From the New Jersey Mirror 20 Nov 1907


Judge Horner held a session of court this morning and sentenced Caleb Rogers, convicted of manslaughter, to the Rahway Reformatory, and Theodore Wells, convicted of atrocious assault, to three months in the county jail and to pay a fine of $200.

After a series of postponements, the trial of Caleb Rogers, Theodore Wells and Walter Simons, of Tabernacle, under an indictment charging them with manslaughter in connection with the death of David Beebe, at Chairville, on April 27, was begun on Thursday and ended on Friday afternoon, with the result that after about twenty hours of deliberation, terminating at one o'clock on Saturday afternoon, a verdict was rendered convicting Rogers of manslaughter, Wells of atrocious assault and battery, and acquitting Simons. The jury was confronted with a difficult task, as the case was more or less complicated in view of some of the testimony that was surprisingly contradictory. The crime that resulted in the serious charge preferred by the State was committed in front of the house of Irvin Mathis, at Chairville, where a party had been in progress during the evening and at which the participants in the fights were attendants.

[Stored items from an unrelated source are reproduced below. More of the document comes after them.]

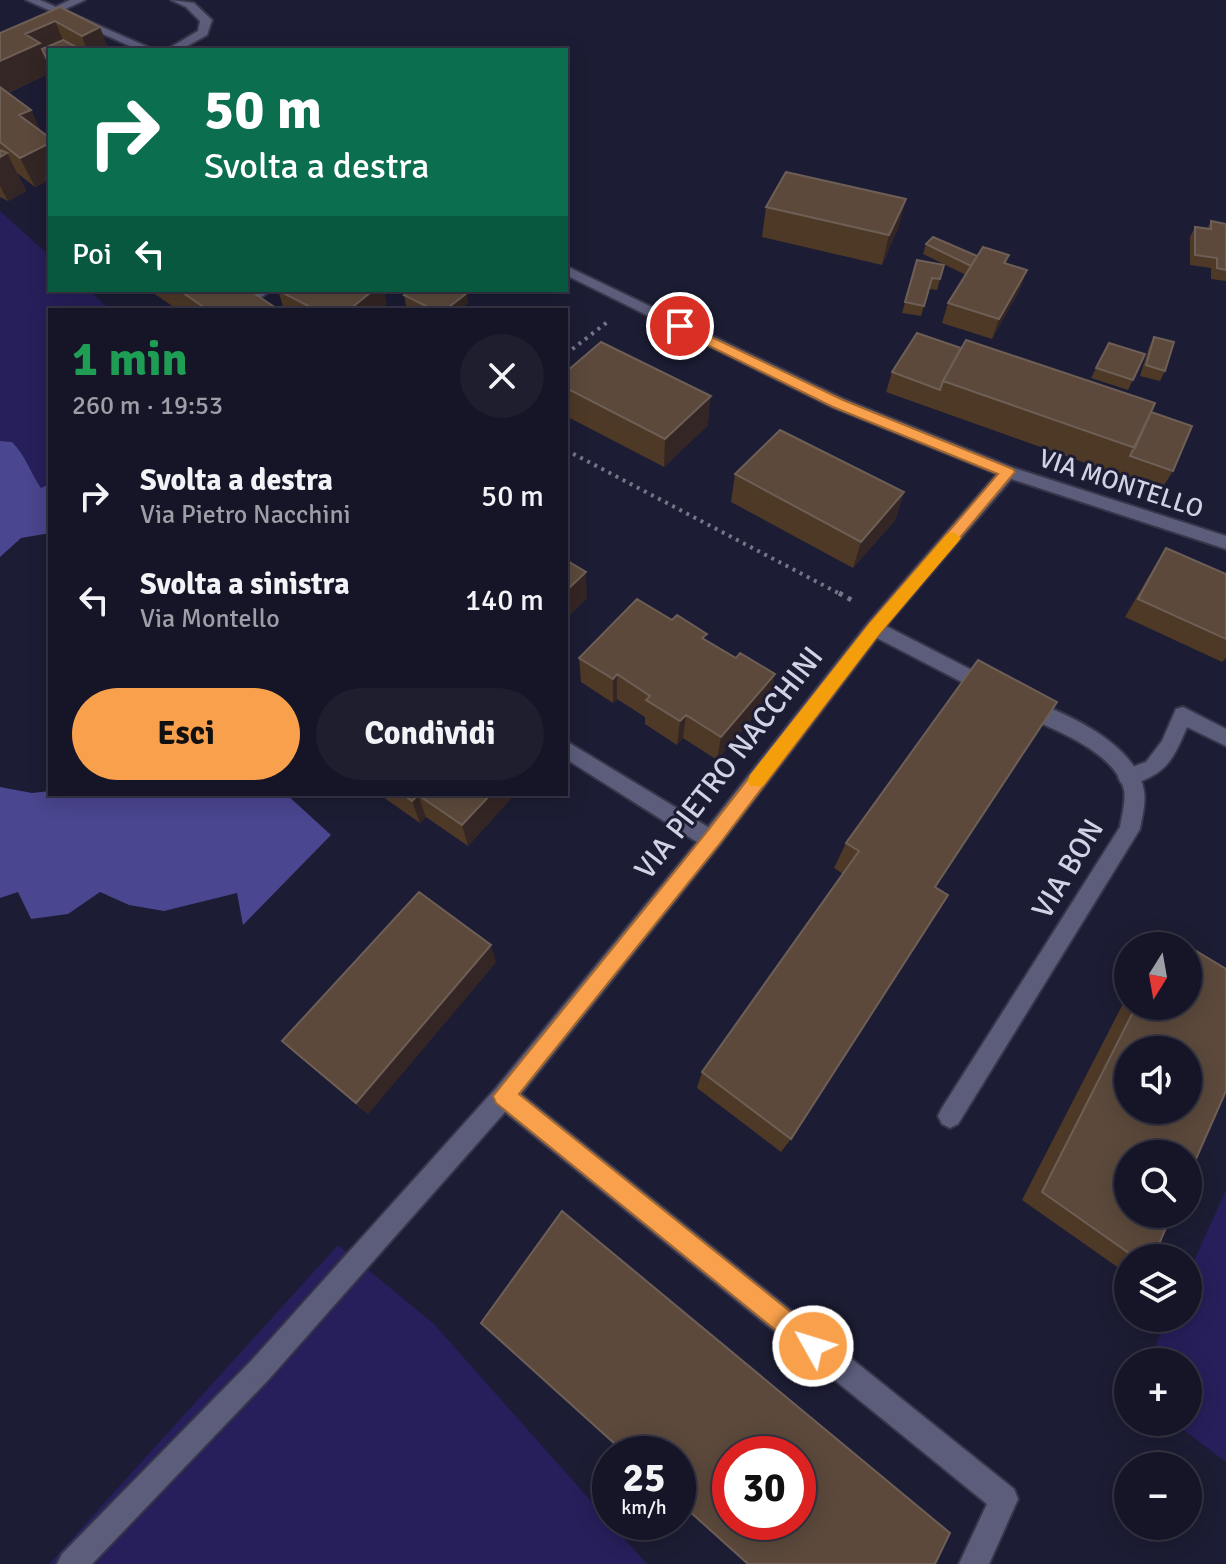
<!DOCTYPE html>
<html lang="it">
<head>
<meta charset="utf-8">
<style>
  body { margin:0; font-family:Signika,sans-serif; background:#1e1e2f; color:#f1f3f6; height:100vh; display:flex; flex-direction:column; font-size:30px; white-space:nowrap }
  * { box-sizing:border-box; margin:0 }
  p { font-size:26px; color:#9d9fa7 }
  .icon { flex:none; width:44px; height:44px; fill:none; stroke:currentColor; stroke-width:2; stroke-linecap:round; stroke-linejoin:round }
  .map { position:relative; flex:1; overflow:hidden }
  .panel { position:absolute; left:48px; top:308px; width:520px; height:488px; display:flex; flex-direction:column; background:#151527; border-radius:0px; box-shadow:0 4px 20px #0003,0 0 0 2px #343444 }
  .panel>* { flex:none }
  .hud { position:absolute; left:48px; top:48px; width:520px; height:244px; border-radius:0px; box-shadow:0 4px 20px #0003,0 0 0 2px #343444; background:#0b6e4f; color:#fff; overflow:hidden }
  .needle { width:52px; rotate:191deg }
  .fabs { position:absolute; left:1114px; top:932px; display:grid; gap:16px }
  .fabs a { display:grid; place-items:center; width:88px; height:88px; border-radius:50%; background:#151527; box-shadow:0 4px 20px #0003,0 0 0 2px #343444; font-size:40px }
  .speed { position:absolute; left:592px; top:1436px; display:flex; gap:16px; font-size:40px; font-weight:700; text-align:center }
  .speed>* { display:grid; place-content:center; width:104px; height:104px; border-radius:50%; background:#151527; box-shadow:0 4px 20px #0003,0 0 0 2px #343444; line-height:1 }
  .speed small { font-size:20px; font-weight:400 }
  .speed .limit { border:12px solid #d22; background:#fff; color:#111 }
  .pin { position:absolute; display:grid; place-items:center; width:68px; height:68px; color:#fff; margin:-34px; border:4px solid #fff; border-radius:50%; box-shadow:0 2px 8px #0007 }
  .me { position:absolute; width:88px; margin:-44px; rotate:309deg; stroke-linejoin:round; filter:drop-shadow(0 0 6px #0008) }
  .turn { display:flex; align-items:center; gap:28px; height:168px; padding:0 24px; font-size:36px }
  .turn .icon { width:104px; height:104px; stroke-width:2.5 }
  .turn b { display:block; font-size:56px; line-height:68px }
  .then { display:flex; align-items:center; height:76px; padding:0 24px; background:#0003; gap:16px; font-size:30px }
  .round { display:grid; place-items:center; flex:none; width:84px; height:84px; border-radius:42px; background:#1e1e2f }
  .headline { display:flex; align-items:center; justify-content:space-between; height:136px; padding:0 24px }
  h1 { font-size:48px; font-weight:700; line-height:60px; color:#1e9e55 }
  .cta { display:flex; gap:16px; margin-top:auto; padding:16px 24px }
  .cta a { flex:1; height:92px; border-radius:48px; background:#f8a04b; color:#111; font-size:32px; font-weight:700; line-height:92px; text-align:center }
  .cta a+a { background:#1e1e2f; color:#f1f3f6 }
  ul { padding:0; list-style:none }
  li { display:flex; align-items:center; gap:24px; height:104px; padding:0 24px }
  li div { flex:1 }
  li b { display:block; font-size:30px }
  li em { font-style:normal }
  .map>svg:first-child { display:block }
  .green { fill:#261f5b }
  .forest { fill:#4a468f }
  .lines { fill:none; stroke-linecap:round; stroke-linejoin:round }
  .lane-casing { stroke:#37364b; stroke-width:4 }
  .street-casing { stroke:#37364b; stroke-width:4 }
  .secondary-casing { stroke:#37364b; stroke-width:4 }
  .path-far1 { stroke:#74758a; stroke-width:4; stroke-dasharray:3 5; stroke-linecap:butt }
  .path { stroke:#74758a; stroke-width:5; stroke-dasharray:4 6; stroke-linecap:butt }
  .lane { fill:#5c5d7b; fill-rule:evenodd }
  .street { fill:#5c5d7b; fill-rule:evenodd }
  .secondary { fill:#5c5d7b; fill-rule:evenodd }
  .wall { fill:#4e3927 }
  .shaded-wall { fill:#342624 }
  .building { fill:#5c493c; stroke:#6e5f56; stroke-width:2; fill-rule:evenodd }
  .route { fill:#f8a04b; stroke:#a16831; stroke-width:2 }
  .slow { fill:#f59e0b }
  .labels { text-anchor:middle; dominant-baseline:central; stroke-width:6; stroke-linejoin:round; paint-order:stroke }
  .far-street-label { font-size:26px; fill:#d1d3e4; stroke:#1c1c34 }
  .street-label { font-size:30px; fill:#d1d3e4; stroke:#1c1c34 }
</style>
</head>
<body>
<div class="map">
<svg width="1226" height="1564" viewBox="0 0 1226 1564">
  <rect width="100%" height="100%" fill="#1c1c34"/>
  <path class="green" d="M0,211L50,256V290H88L111,310H50V484L41,488C30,472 26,456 12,442L0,441Z
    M1226,1190V1462L1173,1422H1188V1362H1148L1168,1318H1188V1274Z
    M338,1245L434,1324L647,1564H49Z"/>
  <path class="forest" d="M0,441L12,442C26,456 30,472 41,488L50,484V533L21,538L0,557Z
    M0,787L32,793L50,791V794H286L331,835L243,925L237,893L164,911L129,905L100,892L68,914L31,919L18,892L0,898Z"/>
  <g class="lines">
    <g class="lane-casing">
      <path id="lane" d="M70,0H85L59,12L49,10Z
        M171,0L194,3L212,20L207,35L180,50H166L198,31L200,21L186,7Z
        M254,290H271L256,301H246V295Z
        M1183,707L1226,729V746L1187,727C1175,755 1169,771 1139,782C1132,784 1129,786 1121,783L1118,777L1121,771L1146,762L1162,741L1176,709Z
        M260,1357L269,1361L273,1370L269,1379L92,1564H57L62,1554L251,1361Z"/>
    </g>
    <g class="street-casing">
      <path id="street" d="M1008,466L1016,472L1014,476L886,626L995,682L997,687L995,692H981L877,638L718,847L521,1094L1014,1489L1018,1499L989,1564H959L987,1504L505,1112L269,1379L260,1383L251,1379L247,1370L251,1361L496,1088L697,842L566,759V741L708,827L868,623L1002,468Z
        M1023,698C1065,712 1136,743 1144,791C1146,803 1142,817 1140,829L958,1124L950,1128L942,1124L938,1116L942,1108L1120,827C1122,815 1126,801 1124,790C1115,750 1049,728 1016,712L1013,706L1016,700Z"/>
    </g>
    <g class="secondary-casing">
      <path id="secondary" d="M26,0H40L155,50H139Z
        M566,266L844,399L1014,468L1226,536V549L1002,476L832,407L566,275Z"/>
    </g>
    <path class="path-far1" d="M566,354L610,320
      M566,450L842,595"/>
    <path class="path" d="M839,593L855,602"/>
    <use href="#lane" class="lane"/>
    <use href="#street" class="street"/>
    <use href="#secondary" class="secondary"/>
  </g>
  <path class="wall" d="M60,7L109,50H50V73L8,93L31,110L41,132L50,138V186L47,181L35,187L17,173L26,191L8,201L0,197V33Z
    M906,199L898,228L882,265L762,237L766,207Z
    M1211,221L1226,224V281L1211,279V268L1190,265V237L1195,227L1207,229Z
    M926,244L977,256L1009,255L1006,264L1027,270L1019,291L992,339L942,323L948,303L966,275L923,254Z
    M917,260L944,265L937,290L929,289L921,316L902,313Z
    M149,290H249L279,310H178Z
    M278,290L387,304L379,310H284Z
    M404,295L468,303L460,310H415L406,306Z
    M1154,337L1165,371L1160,381L1140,376L1149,347Z
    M1109,343L1145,354L1128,390L1091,378Z
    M566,372L708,425L664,467L566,416Z
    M892,372L1151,412L1173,471L1161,490L886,392Z
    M735,474L904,492L895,520L853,568L731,502Z
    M1166,548L1226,574V658L1222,662L1125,617L1154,567Z
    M706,640L736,658L775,674L770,698L717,760L683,738L677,745L645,724V717L617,699L613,703L581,682L579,658Z
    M382,794H515L468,846L426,817L420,823L383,797Z
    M846,843L935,887L791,1139L781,1152L697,1088L702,1072L843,874L834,868Z
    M1172,936L1188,946H1159Z
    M496,962L368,1114L297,1055L282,1041Z
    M1128,994V1006H1188L1136,1258H1128V1270L1123,1271L1022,1200Z"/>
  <path class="shaded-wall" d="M55,21L67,50L50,61V73L0,96V61L25,34Z
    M100,27L109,50H87L82,36Z
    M31,110L44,139L19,115Z
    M50,143V179L45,177L47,181L35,187L20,158Z
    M7,153L26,191L8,201L0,186V157Z
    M906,199L898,228L882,265L889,235Z
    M1027,270L1019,291L992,339L999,319Z
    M361,290H384L387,304L379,310H349Z
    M467,293L468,303L460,310H445Z
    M711,396L708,425L664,467L665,439Z
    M904,492L895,520L853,568L861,542Z
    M586,572L587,598L566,619V591Z
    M617,674V699L613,703V679Z
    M775,674L770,698L717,760L721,737Z
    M686,715L683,738L677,745L680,721Z
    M491,794H515L468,846L462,825Z
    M418,795L426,817L420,823L412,801Z
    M491,945L496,962L368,1114L356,1103Z"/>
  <path class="building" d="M60,7L100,27L82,36L55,21L25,34L40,43L0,61V33Z
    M63,40L78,48L74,50H50V61L48,62L42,49Z
    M0,87L31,110L19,115L50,138V143L20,158L0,142Z
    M0,150L7,153L0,157Z
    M786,172L906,199L889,235L766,207Z
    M1211,221L1226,224V270L1217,268V258L1195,255V227L1211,229Z
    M933,237L977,256L971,266L926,244Z
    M983,247L1009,255L1004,263L1027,270L999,319L948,303Z
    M917,260L944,265L940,279L932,278L924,306L905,302Z
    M179,290H249L279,310H208Z
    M278,290H366L371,292L349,310H316L279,291Z
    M411,290H439L445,293L448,290H460L467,293L445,310H434L404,295Z
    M917,333L961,348L943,381L940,390L892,372Z
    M1154,337L1174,342L1165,371L1146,365Z
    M966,340L1155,403L1135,448L943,381Z
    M601,342L711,396L665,439L566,388V372Z
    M1109,343L1145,354L1133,380L1096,368Z
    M1151,412L1192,426L1173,471L1130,456Z
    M780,430L904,492L861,542L735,474Z
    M1166,548L1226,574V639L1138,599Z
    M566,560L586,572L566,591Z
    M637,599L672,620L677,615L707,634L702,638L736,658L740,653L775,674L721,737L686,715L680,721L646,700L650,696L617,674L613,679L579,658Z
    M978,660L1057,702L935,887L948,895L791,1139L702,1072L859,851L846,843Z
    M402,794H491L462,825L418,795L412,801Z
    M419,892L491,945L356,1103L282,1041Z
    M1172,936L1188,946H1167Z
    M1188,946L1226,969V1091L1188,1177V1154H1128V1214H1172L1153,1258H1136L1042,1192L1136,1006H1188ZM1128,1050H1188V1110H1128Z
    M562,1211L950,1533L935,1564H748L678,1501V1454H626L481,1323ZM730,1454H798V1522H730Z"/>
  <path class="route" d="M680,322L843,400L1013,469L1015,472L880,633L718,846L519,1094L822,1337L825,1346L822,1354L813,1358L805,1354L496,1103L493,1096L705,834L869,624L998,474L833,407L675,329L674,326Z"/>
  <path class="slow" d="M953,532L961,538L958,542L880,633L763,786H750L748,781L750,775L869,624L947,534Z"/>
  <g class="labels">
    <g class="far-street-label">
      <text transform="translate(1121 484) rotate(18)">VIA MONTELLO</text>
    </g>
    <g class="street-label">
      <text transform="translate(729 763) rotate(-52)">VIA PIETRO NACCHINI</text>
      <text transform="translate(1068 869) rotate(-59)">VIA BON</text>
    </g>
  </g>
</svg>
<div class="fabs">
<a><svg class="needle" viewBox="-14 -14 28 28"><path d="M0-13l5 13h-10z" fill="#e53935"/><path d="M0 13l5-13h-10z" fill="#9d9fa7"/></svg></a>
<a><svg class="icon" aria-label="sound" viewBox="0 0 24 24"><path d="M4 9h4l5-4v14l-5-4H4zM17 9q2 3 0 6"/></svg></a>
<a><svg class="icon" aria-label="search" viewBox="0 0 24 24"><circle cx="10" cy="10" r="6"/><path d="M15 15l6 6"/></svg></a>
<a><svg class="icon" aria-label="layers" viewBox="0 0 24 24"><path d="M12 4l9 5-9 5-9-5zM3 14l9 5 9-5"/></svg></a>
<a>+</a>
<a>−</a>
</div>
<div class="speed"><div>25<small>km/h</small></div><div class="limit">30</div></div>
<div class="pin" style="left:680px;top:326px;background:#d93025"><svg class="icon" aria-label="arrive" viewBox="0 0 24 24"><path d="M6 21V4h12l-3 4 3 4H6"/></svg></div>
<svg class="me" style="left:813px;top:1346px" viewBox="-20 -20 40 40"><circle r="17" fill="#f8a04b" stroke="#fff" stroke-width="3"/><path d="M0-11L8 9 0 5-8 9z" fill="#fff"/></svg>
<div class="hud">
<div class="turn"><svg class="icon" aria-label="right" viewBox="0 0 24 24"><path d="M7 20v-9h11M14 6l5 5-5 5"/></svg><div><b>50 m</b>Svolta a destra</div></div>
<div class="then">Poi<svg class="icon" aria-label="left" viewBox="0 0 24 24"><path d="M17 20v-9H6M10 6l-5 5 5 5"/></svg></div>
</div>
<section class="panel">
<div class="headline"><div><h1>1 min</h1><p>260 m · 19:53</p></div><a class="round"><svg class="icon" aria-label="close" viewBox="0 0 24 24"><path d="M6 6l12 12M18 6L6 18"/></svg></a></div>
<ul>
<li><svg class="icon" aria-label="right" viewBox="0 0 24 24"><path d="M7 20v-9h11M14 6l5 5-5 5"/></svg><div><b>Svolta a destra</b><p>Via Pietro Nacchini</p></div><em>50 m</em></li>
<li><svg class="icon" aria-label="left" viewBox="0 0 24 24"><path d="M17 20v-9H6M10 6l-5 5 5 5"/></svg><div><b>Svolta a sinistra</b><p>Via Montello</p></div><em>140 m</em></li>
</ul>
<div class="cta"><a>Esci</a><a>Condividi</a></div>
</section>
</div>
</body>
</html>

Wells and Simons were at the Mathis house all the evening, but Rogers did not arrive until on his way home from Medford, where he had been drinking. Beebe and Wells were among those present who did not take kindly to what they considered an intrusion, the result being that no encouragement was needed to a start a fight. Rogers and Wells were engaged in a scuffle when Beebe walked up to separate them, which course Rogers resented and let loose his wrath on Beebe. After the open air had been reached Beebe and Rogers soon became engaged in a fight. First they clenched, neither striking any blows, but after their separation and Beebe had started to walk away Rogers struck him a fierce blow on the side of the head that knocked him down. From the position in which he lay when he dropped he never moved. After that Rogers sat on the victim and pounded him and Wells and Simons were charged with kicking him in the head. There were many witnesses of the conflict and during the taking of testimony numerous versions of the affair were given. So far as the defendants were concerned there was no denial of the fact that Beebe was killed during the fight, but their testimony was on the tell-tale order. Rogers desired to fix upon Theodore Wells as much responsibility for the crime as possible, but he was not very successful in shifting the heavy burden from his own shoulders .

The eye witnesses of the fight were positive that Beebe did not move after he was struck by Rogers. As to responsibility for the kicking of Beebe in the head as he lay on the ground the testimony was contradictory, but it was shown that Wells used his foot during the mix-up and probably under belief that he was kicking Rogers he struck Beebe. The kicking charge against Simons seemed to be without the support need to warrant a conviction. Dr. Alexander Small, of Riverside, who conducted the postmortem examination of Beebe's body, practically settled the case in view of the fact that Rogers did not deny having struck Beebe. He stated that the body contained no external injuries that were of importance, but when the scalp was laid open and the temporal muscle exposed the cause of death was apparent, as this muscle was "pulpified." Going further into the seat of the cause Dr. Small discovered that the arteries of the brain had been burst and an apoplectic condition produced, from the effects of which there could be only one result. It was the physician's opinion that Beebe received his injuries before he fell to the ground and life must have been almost extinct at that time, as the action of the heart was the only thing that supported life in the body after the bursting of the brain's arteries.